BEGIN THE DATA
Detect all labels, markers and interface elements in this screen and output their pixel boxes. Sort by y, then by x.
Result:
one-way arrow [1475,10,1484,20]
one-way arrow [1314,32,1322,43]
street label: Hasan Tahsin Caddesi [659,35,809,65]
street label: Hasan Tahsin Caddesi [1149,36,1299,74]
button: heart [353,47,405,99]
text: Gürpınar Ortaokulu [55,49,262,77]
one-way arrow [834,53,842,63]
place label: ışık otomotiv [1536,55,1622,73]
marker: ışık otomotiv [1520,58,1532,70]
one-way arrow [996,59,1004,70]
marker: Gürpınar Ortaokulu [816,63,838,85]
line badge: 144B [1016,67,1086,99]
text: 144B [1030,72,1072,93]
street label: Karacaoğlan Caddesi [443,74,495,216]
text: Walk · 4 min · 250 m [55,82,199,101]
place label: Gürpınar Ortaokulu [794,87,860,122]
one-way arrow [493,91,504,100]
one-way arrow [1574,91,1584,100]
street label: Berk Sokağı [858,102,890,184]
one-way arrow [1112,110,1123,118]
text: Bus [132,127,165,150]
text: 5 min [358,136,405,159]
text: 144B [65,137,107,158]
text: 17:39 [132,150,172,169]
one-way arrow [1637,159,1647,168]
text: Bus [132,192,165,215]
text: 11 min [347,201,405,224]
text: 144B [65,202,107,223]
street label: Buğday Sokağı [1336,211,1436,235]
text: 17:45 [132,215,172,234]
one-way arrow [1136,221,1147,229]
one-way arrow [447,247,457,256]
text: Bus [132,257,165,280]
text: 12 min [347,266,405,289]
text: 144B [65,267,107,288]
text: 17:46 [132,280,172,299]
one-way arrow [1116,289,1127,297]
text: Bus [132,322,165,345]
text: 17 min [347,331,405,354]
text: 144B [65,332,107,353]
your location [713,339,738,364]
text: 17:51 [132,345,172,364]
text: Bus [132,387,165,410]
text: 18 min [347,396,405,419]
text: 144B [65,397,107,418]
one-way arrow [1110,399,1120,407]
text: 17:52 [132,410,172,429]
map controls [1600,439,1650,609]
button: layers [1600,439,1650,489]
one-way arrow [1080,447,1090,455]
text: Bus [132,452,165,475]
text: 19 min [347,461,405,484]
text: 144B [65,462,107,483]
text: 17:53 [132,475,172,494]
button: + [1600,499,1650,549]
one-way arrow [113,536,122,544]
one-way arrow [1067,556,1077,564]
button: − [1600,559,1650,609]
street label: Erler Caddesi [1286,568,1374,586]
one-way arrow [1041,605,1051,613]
END THE DATA
**EXERCISE**: Write the data out once more, exactly as it was given.

**SOLUTION FOR THIS TASK**:
Detect all labels, markers and interface elements in this screen and output their pixel boxes. Sort by y, then by x.
Result:
one-way arrow [1475,10,1484,20]
one-way arrow [1314,32,1322,43]
street label: Hasan Tahsin Caddesi [659,35,809,65]
street label: Hasan Tahsin Caddesi [1149,36,1299,74]
button: heart [353,47,405,99]
text: Gürpınar Ortaokulu [55,49,262,77]
one-way arrow [834,53,842,63]
place label: ışık otomotiv [1536,55,1622,73]
marker: ışık otomotiv [1520,58,1532,70]
one-way arrow [996,59,1004,70]
marker: Gürpınar Ortaokulu [816,63,838,85]
line badge: 144B [1016,67,1086,99]
text: 144B [1030,72,1072,93]
street label: Karacaoğlan Caddesi [443,74,495,216]
text: Walk · 4 min · 250 m [55,82,199,101]
place label: Gürpınar Ortaokulu [794,87,860,122]
one-way arrow [493,91,504,100]
one-way arrow [1574,91,1584,100]
street label: Berk Sokağı [858,102,890,184]
one-way arrow [1112,110,1123,118]
text: Bus [132,127,165,150]
text: 5 min [358,136,405,159]
text: 144B [65,137,107,158]
text: 17:39 [132,150,172,169]
one-way arrow [1637,159,1647,168]
text: Bus [132,192,165,215]
text: 11 min [347,201,405,224]
text: 144B [65,202,107,223]
street label: Buğday Sokağı [1336,211,1436,235]
text: 17:45 [132,215,172,234]
one-way arrow [1136,221,1147,229]
one-way arrow [447,247,457,256]
text: Bus [132,257,165,280]
text: 12 min [347,266,405,289]
text: 144B [65,267,107,288]
text: 17:46 [132,280,172,299]
one-way arrow [1116,289,1127,297]
text: Bus [132,322,165,345]
text: 17 min [347,331,405,354]
text: 144B [65,332,107,353]
your location [713,339,738,364]
text: 17:51 [132,345,172,364]
text: Bus [132,387,165,410]
text: 18 min [347,396,405,419]
text: 144B [65,397,107,418]
one-way arrow [1110,399,1120,407]
text: 17:52 [132,410,172,429]
map controls [1600,439,1650,609]
button: layers [1600,439,1650,489]
one-way arrow [1080,447,1090,455]
text: Bus [132,452,165,475]
text: 19 min [347,461,405,484]
text: 144B [65,462,107,483]
text: 17:53 [132,475,172,494]
button: + [1600,499,1650,549]
one-way arrow [113,536,122,544]
one-way arrow [1067,556,1077,564]
button: − [1600,559,1650,609]
street label: Erler Caddesi [1286,568,1374,586]
one-way arrow [1041,605,1051,613]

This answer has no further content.